== WHAT IS NEEDED ==
Keeping every word the same, return the listing from its first line until the line holding "filter:drop-shadow(0 0 2px" has been returned as well.

== EXERCISE INPUT ==
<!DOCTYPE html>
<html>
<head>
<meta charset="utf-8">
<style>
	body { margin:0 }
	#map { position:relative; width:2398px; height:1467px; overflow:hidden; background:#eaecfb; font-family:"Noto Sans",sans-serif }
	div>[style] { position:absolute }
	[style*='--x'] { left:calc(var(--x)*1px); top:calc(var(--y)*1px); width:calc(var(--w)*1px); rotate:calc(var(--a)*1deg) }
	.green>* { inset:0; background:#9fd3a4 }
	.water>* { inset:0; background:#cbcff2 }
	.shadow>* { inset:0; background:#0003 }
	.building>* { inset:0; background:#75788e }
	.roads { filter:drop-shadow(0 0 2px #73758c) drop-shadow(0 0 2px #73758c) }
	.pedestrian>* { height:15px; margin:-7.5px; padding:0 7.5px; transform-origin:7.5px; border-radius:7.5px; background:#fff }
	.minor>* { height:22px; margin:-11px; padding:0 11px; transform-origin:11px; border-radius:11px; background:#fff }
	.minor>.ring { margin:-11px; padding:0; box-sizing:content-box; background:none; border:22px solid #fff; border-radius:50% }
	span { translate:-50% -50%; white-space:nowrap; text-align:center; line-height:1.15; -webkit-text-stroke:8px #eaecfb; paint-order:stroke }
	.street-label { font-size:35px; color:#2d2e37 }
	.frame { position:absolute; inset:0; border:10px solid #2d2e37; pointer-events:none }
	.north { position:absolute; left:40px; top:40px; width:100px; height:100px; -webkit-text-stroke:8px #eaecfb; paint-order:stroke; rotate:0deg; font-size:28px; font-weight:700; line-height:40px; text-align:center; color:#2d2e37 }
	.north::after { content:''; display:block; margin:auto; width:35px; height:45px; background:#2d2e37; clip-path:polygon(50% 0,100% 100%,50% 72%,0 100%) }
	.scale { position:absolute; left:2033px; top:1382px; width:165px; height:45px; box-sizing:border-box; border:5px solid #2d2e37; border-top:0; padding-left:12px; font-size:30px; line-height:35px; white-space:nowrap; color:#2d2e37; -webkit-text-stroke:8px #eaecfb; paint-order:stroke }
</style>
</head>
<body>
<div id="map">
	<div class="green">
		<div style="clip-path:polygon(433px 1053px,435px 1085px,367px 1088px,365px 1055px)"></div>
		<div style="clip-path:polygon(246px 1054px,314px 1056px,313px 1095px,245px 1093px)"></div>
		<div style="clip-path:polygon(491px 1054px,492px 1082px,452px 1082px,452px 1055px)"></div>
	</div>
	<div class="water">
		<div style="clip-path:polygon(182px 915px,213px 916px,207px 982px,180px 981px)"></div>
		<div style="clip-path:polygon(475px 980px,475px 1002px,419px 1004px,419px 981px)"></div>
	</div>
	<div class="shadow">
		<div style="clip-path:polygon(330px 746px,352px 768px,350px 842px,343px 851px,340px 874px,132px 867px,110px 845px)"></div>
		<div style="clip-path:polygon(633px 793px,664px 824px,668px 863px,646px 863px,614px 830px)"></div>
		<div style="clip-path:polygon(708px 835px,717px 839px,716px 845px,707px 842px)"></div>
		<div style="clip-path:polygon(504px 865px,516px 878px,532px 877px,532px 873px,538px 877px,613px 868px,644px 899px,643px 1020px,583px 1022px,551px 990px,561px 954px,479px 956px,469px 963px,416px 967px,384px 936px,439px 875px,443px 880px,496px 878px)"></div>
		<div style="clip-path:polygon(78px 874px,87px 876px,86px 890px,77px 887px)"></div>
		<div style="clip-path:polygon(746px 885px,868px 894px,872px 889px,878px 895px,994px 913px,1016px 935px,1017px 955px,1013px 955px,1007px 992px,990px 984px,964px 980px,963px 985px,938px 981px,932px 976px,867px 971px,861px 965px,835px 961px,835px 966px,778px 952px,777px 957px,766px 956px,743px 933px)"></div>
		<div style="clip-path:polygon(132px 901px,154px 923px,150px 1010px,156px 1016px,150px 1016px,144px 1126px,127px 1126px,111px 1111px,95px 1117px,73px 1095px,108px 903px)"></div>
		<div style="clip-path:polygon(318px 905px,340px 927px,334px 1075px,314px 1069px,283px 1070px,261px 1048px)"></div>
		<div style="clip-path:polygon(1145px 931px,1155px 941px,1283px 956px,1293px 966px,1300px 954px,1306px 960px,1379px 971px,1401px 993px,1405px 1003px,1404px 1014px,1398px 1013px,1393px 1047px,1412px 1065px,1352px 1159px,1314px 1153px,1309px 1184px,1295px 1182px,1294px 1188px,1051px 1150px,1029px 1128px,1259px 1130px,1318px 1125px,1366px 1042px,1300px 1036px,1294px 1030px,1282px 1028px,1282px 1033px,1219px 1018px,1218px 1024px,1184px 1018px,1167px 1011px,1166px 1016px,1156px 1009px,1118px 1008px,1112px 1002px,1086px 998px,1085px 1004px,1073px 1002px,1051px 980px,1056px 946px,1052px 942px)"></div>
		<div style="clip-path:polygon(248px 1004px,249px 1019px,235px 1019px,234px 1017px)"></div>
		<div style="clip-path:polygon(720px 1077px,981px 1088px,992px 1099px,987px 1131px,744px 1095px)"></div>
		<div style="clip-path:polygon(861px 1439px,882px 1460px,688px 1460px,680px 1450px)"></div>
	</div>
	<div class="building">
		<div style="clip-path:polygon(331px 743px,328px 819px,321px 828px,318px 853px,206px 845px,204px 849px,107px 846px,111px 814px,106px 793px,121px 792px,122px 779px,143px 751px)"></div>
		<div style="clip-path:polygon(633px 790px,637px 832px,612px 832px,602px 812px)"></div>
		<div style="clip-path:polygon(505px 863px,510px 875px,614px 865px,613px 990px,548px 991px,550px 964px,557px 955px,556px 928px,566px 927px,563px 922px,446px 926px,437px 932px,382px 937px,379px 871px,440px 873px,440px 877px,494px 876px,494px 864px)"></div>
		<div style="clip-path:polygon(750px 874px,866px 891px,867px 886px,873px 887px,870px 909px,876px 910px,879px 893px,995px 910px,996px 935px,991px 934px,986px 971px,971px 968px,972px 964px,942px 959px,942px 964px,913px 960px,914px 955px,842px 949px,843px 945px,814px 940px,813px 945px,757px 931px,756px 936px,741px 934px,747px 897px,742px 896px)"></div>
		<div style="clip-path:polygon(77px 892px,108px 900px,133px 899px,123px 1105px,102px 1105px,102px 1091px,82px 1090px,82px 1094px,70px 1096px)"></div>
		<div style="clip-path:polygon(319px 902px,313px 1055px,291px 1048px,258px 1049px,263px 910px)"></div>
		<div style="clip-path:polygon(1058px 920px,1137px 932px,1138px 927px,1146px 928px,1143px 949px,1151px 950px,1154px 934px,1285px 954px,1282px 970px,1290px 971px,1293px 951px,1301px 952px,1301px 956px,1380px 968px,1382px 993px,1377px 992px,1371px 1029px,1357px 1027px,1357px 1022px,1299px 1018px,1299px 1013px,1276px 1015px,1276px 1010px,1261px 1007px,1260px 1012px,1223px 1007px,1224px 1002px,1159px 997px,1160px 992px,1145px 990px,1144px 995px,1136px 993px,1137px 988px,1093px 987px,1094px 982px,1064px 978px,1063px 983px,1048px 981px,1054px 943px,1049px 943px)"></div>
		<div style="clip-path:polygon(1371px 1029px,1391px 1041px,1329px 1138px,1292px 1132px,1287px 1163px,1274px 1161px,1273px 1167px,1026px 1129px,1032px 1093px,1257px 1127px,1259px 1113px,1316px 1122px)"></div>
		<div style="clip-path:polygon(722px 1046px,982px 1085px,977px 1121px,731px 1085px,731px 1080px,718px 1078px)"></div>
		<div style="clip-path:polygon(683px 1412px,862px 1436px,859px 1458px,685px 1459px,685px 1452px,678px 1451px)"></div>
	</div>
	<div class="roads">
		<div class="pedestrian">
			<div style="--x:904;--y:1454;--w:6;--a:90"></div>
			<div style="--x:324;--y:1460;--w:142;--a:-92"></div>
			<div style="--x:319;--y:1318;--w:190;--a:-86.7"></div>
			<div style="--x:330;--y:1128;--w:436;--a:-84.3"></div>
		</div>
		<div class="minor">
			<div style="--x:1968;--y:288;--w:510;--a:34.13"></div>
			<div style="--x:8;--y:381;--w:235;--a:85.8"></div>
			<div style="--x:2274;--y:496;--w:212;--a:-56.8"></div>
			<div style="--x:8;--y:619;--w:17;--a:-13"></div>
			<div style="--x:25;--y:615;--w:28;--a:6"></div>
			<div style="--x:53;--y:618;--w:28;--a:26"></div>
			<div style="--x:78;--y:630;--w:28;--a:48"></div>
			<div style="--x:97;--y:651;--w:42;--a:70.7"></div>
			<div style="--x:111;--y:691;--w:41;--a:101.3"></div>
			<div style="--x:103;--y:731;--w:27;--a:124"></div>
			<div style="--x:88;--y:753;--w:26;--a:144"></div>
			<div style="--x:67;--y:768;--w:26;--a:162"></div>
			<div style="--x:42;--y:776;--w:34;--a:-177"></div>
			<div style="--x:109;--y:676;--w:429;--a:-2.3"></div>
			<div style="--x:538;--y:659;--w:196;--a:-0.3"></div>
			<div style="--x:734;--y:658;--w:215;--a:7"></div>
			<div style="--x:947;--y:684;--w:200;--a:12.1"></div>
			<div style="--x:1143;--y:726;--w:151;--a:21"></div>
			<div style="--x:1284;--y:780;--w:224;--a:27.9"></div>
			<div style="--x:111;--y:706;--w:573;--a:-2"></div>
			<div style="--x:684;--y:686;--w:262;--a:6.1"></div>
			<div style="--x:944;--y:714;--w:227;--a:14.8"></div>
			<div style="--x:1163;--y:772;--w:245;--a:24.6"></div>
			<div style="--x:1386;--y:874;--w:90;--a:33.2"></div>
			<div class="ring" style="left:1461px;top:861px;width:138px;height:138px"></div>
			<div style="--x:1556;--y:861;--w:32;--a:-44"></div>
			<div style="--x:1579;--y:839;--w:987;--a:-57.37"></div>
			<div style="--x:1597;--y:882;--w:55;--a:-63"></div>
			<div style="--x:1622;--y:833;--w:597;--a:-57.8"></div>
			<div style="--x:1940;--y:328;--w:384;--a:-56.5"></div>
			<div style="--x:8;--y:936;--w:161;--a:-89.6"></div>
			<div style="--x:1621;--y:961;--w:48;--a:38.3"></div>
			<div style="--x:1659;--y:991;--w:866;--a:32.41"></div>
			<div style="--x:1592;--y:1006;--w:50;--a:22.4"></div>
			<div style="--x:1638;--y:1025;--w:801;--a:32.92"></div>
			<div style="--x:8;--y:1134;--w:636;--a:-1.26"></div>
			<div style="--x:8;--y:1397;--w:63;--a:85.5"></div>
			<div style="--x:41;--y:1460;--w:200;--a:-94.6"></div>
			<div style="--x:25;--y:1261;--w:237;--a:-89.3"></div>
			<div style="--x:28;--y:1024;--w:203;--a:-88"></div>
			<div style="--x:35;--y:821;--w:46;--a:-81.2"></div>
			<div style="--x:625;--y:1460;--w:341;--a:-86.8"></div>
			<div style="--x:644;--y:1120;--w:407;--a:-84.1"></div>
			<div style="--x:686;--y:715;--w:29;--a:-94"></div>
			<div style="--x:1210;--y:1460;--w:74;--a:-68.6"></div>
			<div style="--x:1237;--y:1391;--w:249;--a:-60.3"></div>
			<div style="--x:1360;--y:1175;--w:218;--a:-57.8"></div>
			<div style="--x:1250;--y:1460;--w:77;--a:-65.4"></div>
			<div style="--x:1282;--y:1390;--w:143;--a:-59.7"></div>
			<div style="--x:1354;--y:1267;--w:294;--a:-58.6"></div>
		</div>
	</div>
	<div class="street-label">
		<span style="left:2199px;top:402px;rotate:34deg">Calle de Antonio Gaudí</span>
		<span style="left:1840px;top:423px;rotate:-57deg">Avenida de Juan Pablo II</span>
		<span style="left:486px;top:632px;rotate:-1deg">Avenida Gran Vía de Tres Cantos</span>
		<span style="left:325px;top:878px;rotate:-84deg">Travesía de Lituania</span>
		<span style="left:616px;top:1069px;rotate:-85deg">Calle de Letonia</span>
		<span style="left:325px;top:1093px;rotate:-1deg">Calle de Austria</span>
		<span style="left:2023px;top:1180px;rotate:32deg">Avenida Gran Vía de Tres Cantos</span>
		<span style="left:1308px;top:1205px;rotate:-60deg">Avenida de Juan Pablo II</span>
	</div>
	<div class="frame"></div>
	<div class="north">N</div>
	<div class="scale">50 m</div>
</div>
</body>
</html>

== SOLUTION TO THIS TASK ==
<!DOCTYPE html>
<html>
<head>
<meta charset="utf-8">
<style>
	body { margin:0 }
	#map { position:relative; width:2398px; height:1467px; overflow:hidden; background:#eaecfb; font-family:"Noto Sans",sans-serif }
	div>[style] { position:absolute }
	[style*='--x'] { left:calc(var(--x)*1px); top:calc(var(--y)*1px); width:calc(var(--w)*1px); rotate:calc(var(--a)*1deg) }
	.green>* { inset:0; background:#9fd3a4 }
	.water>* { inset:0; background:#cbcff2 }
	.shadow>* { inset:0; background:#0003 }
	.building>* { inset:0; background:#75788e }
	.roads { filter:drop-shadow(0 0 2px #73758c) drop-shadow(0 0 2px #73758c) }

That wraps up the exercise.